== Exercise requirements ==
Tally the lines below that hold the string "linecap", and give only the tally.
** Opening Given records block **
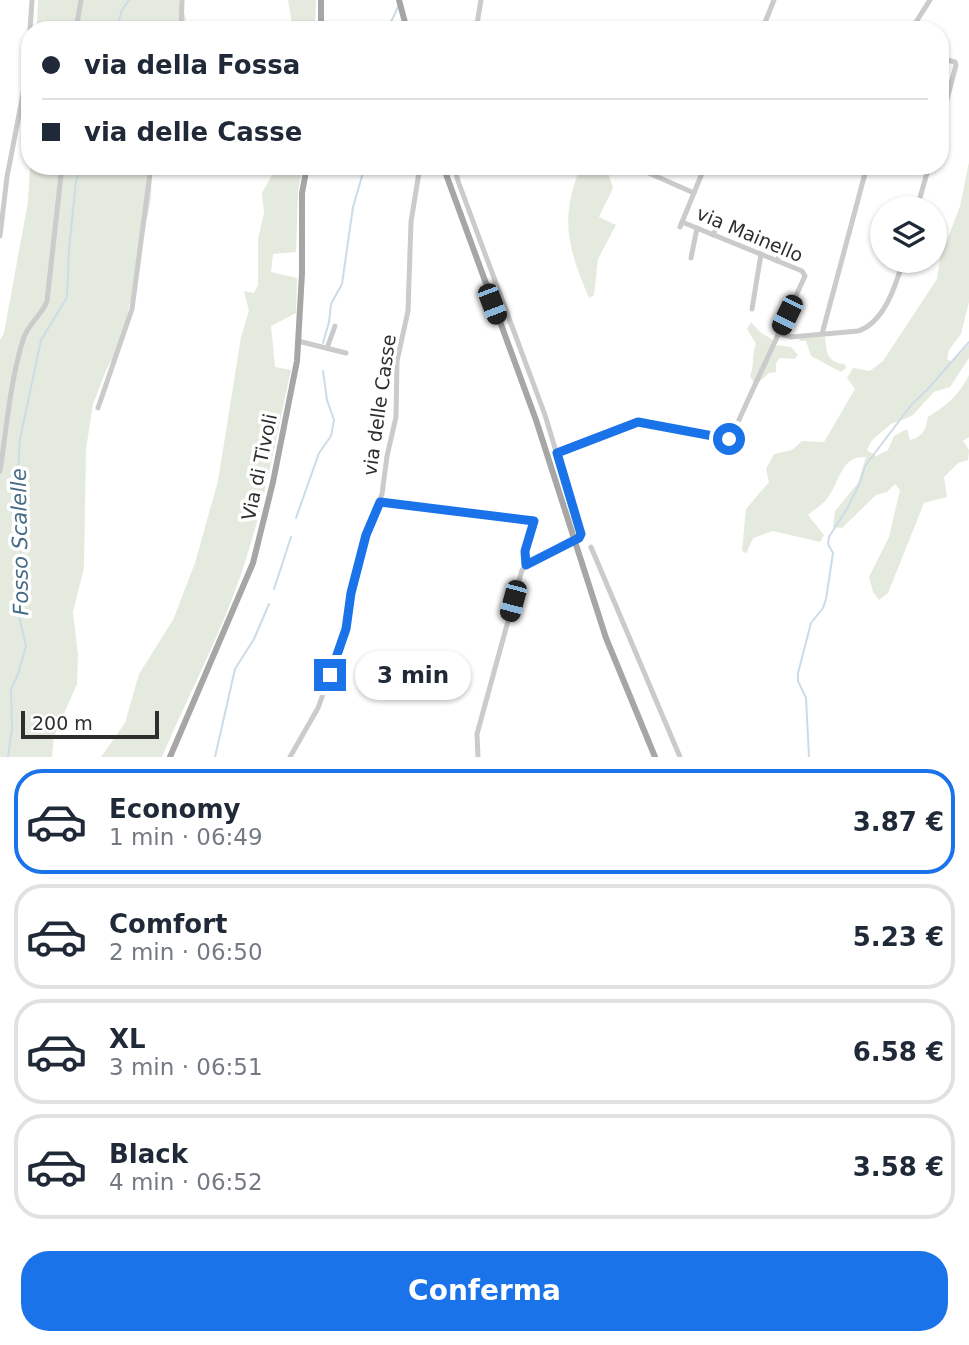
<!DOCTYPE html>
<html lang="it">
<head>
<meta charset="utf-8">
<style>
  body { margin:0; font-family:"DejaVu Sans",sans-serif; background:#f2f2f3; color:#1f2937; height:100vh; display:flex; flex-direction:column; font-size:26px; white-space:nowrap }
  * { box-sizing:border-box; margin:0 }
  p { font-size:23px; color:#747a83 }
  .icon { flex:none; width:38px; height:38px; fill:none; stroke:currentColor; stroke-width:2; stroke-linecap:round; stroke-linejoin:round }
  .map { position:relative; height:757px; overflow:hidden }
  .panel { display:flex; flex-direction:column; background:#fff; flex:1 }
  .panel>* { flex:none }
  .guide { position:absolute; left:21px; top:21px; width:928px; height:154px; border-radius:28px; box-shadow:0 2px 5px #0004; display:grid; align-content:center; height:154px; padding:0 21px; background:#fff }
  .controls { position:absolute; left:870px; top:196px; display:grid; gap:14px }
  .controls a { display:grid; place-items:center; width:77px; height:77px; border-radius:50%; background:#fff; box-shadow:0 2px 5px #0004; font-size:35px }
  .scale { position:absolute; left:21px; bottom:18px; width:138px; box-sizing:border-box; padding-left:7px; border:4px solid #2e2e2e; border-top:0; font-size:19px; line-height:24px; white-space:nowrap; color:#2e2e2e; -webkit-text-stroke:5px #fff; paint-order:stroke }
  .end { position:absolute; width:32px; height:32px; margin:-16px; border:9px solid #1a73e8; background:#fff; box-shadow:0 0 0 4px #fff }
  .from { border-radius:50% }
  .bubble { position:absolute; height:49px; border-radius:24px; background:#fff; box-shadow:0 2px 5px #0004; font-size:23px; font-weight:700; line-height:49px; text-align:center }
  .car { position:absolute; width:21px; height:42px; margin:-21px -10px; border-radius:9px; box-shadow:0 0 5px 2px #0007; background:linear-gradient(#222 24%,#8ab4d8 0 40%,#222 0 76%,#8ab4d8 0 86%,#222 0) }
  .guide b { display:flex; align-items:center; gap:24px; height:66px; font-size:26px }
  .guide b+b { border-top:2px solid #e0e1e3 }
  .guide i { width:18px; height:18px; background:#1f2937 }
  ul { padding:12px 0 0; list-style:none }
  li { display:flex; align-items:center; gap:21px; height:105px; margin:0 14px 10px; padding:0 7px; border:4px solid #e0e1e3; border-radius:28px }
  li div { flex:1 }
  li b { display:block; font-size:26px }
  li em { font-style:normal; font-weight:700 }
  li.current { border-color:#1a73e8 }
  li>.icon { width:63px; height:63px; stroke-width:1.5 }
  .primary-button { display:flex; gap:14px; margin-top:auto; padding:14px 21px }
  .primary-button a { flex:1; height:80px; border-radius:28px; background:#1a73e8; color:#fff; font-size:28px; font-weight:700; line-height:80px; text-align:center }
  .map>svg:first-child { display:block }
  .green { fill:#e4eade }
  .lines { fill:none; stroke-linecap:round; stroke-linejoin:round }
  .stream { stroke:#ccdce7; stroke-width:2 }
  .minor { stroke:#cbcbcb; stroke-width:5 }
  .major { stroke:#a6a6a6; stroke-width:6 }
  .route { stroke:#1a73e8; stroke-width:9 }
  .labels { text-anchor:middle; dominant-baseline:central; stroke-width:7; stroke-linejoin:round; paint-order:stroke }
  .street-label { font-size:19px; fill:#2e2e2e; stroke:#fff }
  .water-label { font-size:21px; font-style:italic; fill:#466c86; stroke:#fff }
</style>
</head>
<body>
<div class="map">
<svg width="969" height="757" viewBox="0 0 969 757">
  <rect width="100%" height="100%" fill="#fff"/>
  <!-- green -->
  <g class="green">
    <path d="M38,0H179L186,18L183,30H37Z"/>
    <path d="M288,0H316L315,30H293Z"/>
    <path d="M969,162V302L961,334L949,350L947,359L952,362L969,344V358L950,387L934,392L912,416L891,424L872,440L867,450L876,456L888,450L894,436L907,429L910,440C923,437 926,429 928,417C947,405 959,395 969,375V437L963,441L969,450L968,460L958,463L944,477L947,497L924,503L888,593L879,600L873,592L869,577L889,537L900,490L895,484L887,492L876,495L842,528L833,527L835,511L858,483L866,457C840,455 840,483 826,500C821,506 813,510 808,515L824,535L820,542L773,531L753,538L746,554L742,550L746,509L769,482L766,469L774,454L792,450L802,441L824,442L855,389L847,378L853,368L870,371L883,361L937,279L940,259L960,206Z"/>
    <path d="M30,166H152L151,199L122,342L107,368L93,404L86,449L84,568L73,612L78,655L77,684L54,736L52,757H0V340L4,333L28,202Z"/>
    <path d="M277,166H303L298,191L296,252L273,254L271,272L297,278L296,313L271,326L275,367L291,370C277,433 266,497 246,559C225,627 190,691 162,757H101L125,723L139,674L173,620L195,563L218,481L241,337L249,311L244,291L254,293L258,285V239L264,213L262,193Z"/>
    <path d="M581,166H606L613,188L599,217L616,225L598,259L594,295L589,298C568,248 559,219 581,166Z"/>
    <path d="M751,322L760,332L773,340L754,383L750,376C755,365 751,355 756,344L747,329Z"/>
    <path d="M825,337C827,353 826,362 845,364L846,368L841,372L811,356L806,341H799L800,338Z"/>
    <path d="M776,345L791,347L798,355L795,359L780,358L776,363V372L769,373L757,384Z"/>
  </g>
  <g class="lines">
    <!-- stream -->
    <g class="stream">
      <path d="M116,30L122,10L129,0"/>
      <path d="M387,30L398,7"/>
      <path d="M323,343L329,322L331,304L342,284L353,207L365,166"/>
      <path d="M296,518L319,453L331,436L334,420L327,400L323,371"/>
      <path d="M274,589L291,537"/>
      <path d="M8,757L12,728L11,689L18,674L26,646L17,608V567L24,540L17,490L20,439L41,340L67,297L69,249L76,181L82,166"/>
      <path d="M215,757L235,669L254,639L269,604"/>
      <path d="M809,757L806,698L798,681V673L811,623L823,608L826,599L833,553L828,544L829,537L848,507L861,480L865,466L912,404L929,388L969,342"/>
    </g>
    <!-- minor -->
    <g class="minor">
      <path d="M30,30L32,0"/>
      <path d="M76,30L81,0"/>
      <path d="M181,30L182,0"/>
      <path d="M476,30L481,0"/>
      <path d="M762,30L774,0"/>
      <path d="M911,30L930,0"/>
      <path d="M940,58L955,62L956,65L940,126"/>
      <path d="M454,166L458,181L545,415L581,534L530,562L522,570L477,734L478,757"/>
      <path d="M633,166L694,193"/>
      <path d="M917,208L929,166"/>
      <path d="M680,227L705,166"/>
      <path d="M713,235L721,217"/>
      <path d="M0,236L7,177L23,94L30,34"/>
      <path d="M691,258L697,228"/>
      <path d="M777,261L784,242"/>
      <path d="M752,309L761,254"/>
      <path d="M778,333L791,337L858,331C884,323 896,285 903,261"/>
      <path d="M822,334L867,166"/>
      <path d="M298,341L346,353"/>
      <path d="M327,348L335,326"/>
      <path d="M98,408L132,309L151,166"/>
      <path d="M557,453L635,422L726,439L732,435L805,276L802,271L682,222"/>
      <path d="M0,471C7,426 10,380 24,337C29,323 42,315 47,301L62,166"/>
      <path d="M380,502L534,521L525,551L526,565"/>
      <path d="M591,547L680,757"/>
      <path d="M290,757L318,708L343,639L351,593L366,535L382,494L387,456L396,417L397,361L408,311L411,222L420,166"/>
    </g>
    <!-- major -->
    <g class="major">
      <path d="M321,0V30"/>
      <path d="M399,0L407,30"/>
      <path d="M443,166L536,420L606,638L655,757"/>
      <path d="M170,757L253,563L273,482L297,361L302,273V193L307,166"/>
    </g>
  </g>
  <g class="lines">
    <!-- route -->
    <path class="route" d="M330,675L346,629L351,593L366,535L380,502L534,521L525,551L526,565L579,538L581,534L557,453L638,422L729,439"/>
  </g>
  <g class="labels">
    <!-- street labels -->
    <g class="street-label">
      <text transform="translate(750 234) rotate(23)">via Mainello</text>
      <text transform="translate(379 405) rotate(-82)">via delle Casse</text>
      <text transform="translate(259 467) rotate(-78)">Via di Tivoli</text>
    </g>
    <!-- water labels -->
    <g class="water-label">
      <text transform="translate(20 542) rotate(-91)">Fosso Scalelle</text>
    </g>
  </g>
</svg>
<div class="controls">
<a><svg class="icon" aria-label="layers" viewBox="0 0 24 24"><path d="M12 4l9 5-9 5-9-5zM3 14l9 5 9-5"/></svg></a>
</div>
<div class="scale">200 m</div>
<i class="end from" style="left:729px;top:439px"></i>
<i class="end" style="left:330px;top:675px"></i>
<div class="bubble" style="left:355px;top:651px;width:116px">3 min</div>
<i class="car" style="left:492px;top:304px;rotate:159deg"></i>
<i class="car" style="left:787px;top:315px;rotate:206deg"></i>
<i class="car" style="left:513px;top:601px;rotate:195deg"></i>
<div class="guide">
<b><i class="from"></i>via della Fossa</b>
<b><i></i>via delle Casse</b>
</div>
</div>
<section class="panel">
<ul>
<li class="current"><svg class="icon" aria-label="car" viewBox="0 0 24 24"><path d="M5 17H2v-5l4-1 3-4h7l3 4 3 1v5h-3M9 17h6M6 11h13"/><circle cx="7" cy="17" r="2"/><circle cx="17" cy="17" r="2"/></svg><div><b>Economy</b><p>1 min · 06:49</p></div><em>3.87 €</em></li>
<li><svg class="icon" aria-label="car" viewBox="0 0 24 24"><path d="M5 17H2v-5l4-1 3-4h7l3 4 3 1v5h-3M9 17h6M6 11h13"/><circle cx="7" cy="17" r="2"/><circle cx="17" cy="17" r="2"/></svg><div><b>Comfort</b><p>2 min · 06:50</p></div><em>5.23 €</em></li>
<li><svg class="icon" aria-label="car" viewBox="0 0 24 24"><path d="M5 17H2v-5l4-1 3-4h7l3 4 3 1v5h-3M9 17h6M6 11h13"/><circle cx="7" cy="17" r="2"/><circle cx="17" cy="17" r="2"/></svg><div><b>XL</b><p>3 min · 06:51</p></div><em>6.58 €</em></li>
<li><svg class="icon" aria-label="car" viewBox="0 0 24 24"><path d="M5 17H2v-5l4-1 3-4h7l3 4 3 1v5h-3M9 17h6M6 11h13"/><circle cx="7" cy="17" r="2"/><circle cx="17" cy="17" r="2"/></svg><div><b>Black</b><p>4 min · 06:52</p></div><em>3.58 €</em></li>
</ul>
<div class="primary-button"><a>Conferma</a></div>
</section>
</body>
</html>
** Closing Given records block **
== Finished task ==
2